Optimal allocation procedure in ranked set sampling for unimodal and multi-modal distributions

Abstract

This paper presents a ranked set sample allocation procedure that is optimal for a number of nonparametric test procedures. We define a function that measures the amount of information provided by each observation given the actual joint ranking of all the units in a set. The optimal ranked set sample allocates order statistics by maximizing this information function. This paper shows that the optimal allocation of order statistics in a ranked set sample is determined by the location of the mode(s) of the underlying distribution. For unimodal, symmetric distributions, optimal allocation always quantifies the middle observation(s). If the underlying distribution with cdf F is a multi-modal distribution with modes \(R, \ldots ,R_k \), then the optimal allocation procedure quantifies observations at \(mF(R_1 ), \ldots ,mF(R_1 )\) in a set of size m. We provide similar results for unimodal, asymmetric distributions.
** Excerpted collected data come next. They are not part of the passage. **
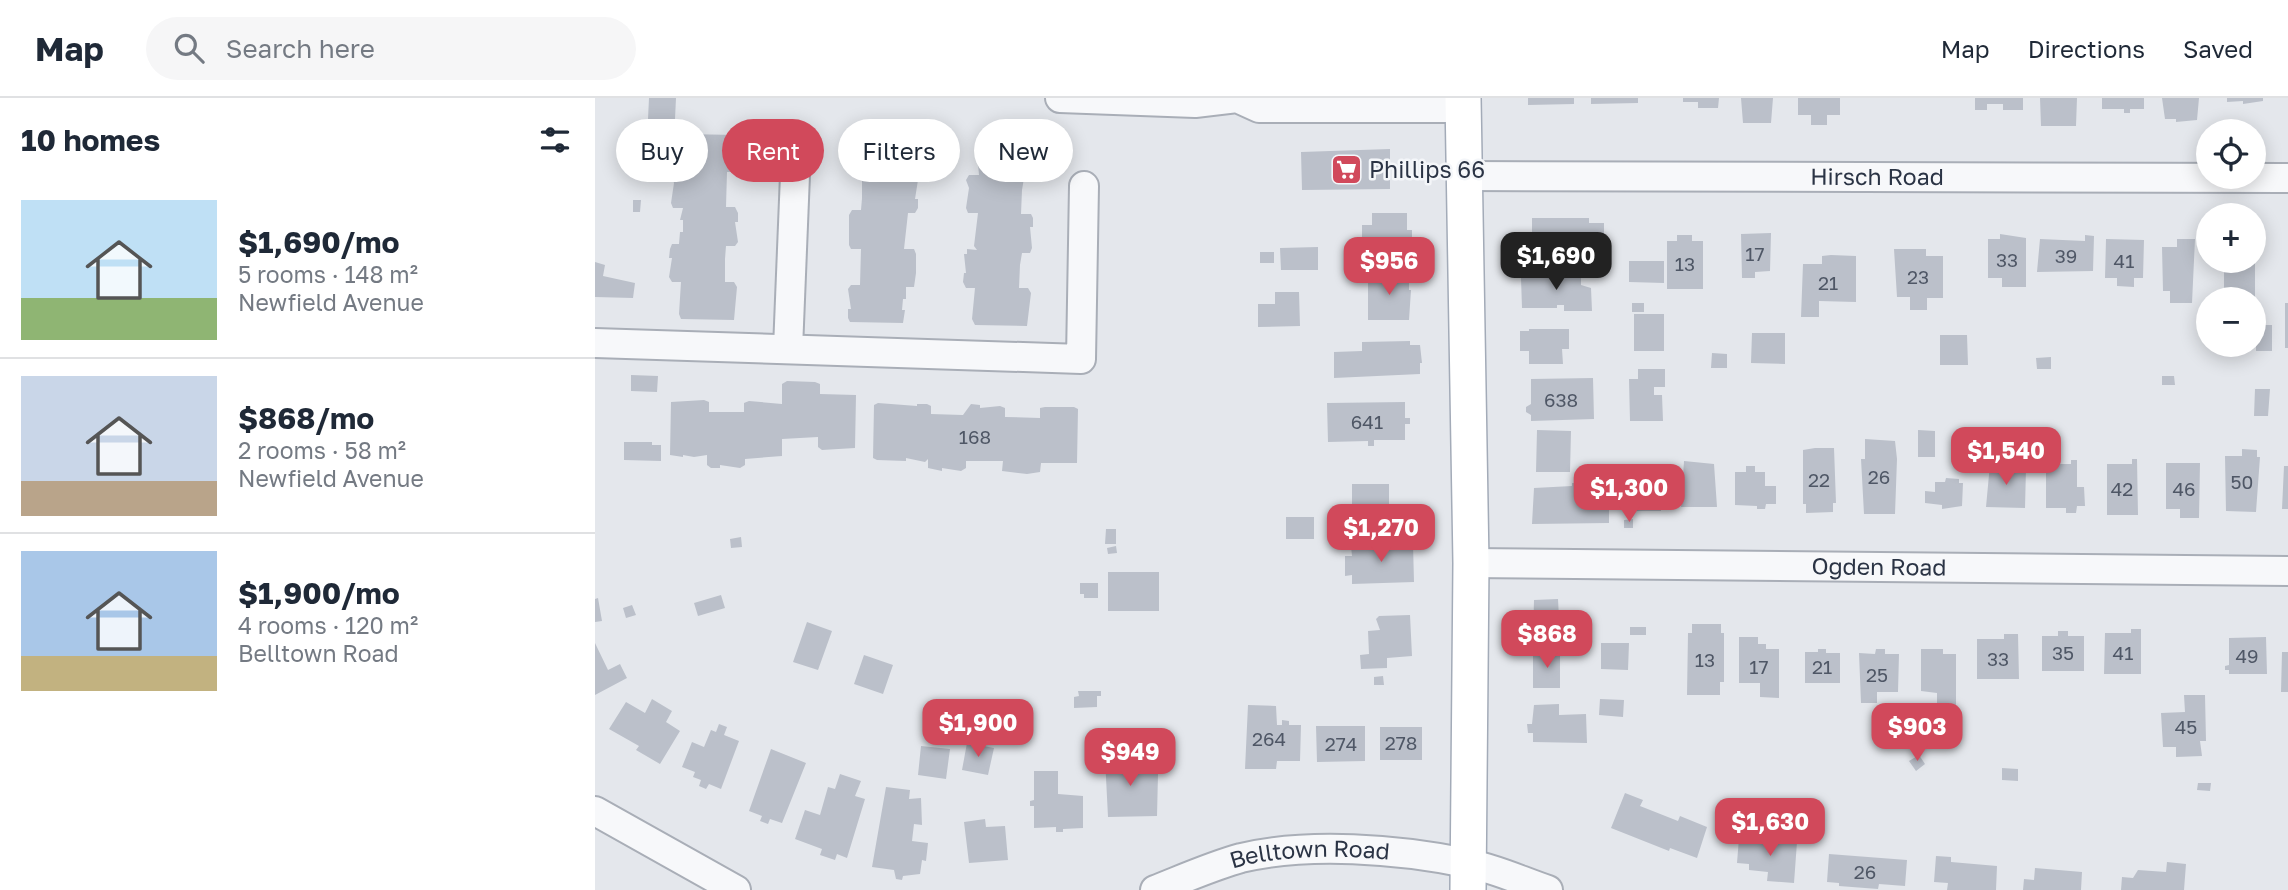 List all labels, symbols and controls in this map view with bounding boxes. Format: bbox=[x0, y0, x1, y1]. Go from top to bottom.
search box bbox=[146, 17, 636, 80]
text: Map bbox=[35, 29, 104, 68]
icon: search bbox=[170, 29, 208, 67]
text: Search here bbox=[226, 33, 375, 64]
text: Map bbox=[1941, 34, 1990, 63]
text: Directions bbox=[2028, 34, 2145, 63]
text: Saved bbox=[2183, 34, 2253, 63]
chip: Buy bbox=[616, 119, 708, 182]
chip: Rent bbox=[722, 119, 824, 182]
chip: Filters bbox=[838, 119, 960, 182]
chip: New bbox=[974, 119, 1073, 182]
map controls bbox=[2196, 119, 2266, 357]
button: locate bbox=[2196, 119, 2266, 189]
icon: filters bbox=[536, 121, 574, 159]
text: 10 homes bbox=[21, 122, 160, 158]
supermarket icon: Phillips 66 bbox=[1329, 153, 1363, 187]
place label: Phillips 66 bbox=[1369, 155, 1485, 183]
street label: Hirsch Road bbox=[1810, 162, 1944, 190]
button: + bbox=[2196, 203, 2266, 273]
text: $1,690/mo bbox=[238, 224, 399, 260]
icon: home bbox=[77, 228, 161, 312]
pin: $1,690 bbox=[1499, 232, 1613, 292]
pin: $956 bbox=[1348, 238, 1430, 297]
text: $1,690 bbox=[1517, 241, 1595, 269]
house number: 17 bbox=[1745, 242, 1765, 265]
house number: 39 bbox=[2055, 244, 2077, 267]
text: $956 bbox=[1360, 246, 1418, 274]
house number: 33 bbox=[1996, 248, 2018, 271]
house number: 41 bbox=[2114, 249, 2134, 272]
house number: 13 bbox=[1675, 252, 1695, 275]
text: 5 rooms · 148 m² bbox=[238, 260, 418, 288]
house number: 23 bbox=[1907, 265, 1929, 288]
house number: 21 bbox=[1818, 271, 1838, 294]
button: − bbox=[2196, 287, 2266, 357]
text: Newfield Avenue bbox=[238, 288, 424, 316]
house number: 638 bbox=[1544, 388, 1578, 411]
text: $868/mo bbox=[238, 400, 374, 436]
icon: home bbox=[77, 404, 161, 488]
house number: 641 bbox=[1351, 410, 1383, 433]
house number: 168 bbox=[959, 425, 991, 448]
pin: $1,540 bbox=[1949, 428, 2063, 487]
text: 2 rooms · 58 m² bbox=[238, 436, 406, 464]
text: $1,540 bbox=[1967, 436, 2045, 464]
text: Newfield Avenue bbox=[238, 464, 424, 492]
pin: $1,300 bbox=[1572, 464, 1686, 524]
house number: 26 bbox=[1868, 465, 1890, 488]
house number: 22 bbox=[1808, 468, 1830, 491]
house number: 50 bbox=[2231, 470, 2253, 493]
text: $1,300 bbox=[1590, 473, 1668, 501]
house number: 42 bbox=[2111, 477, 2133, 500]
house number: 46 bbox=[2172, 477, 2196, 500]
pin: $1,270 bbox=[1324, 504, 1438, 564]
text: $1,270 bbox=[1343, 513, 1419, 541]
street label: Ogden Road bbox=[1811, 551, 1947, 581]
text: $1,900/mo bbox=[238, 575, 400, 611]
icon: home bbox=[77, 579, 161, 663]
pin: $868 bbox=[1506, 610, 1588, 670]
text: 4 rooms · 120 m² bbox=[238, 611, 418, 639]
text: $868 bbox=[1517, 619, 1577, 647]
text: Belltown Road bbox=[238, 639, 399, 667]
house number: 35 bbox=[2052, 641, 2074, 664]
house number: 41 bbox=[2113, 641, 2133, 664]
house number: 49 bbox=[2235, 644, 2259, 667]
house number: 33 bbox=[1987, 647, 2009, 670]
house number: 13 bbox=[1695, 648, 1715, 671]
house number: 17 bbox=[1749, 655, 1769, 678]
house number: 21 bbox=[1812, 655, 1832, 678]
house number: 25 bbox=[1866, 663, 1888, 686]
pin: $1,900 bbox=[921, 700, 1035, 759]
pin: $903 bbox=[1876, 704, 1958, 763]
text: $1,900 bbox=[938, 708, 1018, 736]
text: $903 bbox=[1888, 712, 1947, 740]
house number: 45 bbox=[2175, 715, 2197, 738]
house number: 264 bbox=[1252, 727, 1286, 750]
pin: $949 bbox=[1089, 728, 1171, 788]
house number: 278 bbox=[1385, 731, 1417, 754]
house number: 274 bbox=[1325, 732, 1357, 755]
text: $949 bbox=[1101, 737, 1160, 765]
pin: $1,630 bbox=[1713, 798, 1827, 858]
text: $1,630 bbox=[1731, 807, 1809, 835]
street label: Belltown Road bbox=[1226, 834, 1391, 874]
house number: 26 bbox=[1854, 860, 1876, 883]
We also propose a new sign test which considers the relative positions of the quantified observations from the same cycle in a ranked set sample. The proposed sign test provides improvement in the Pitman efficiency over the ranked set sample sign test of Hettmansperger (1995). It is shown that the information optimal allocation procedure induced by Pitman efficiency is equivalent to the optimal allocation procedure induced by the information criteria. We show that the finite sample distribution of the proposed test based on this optimal design is binomial.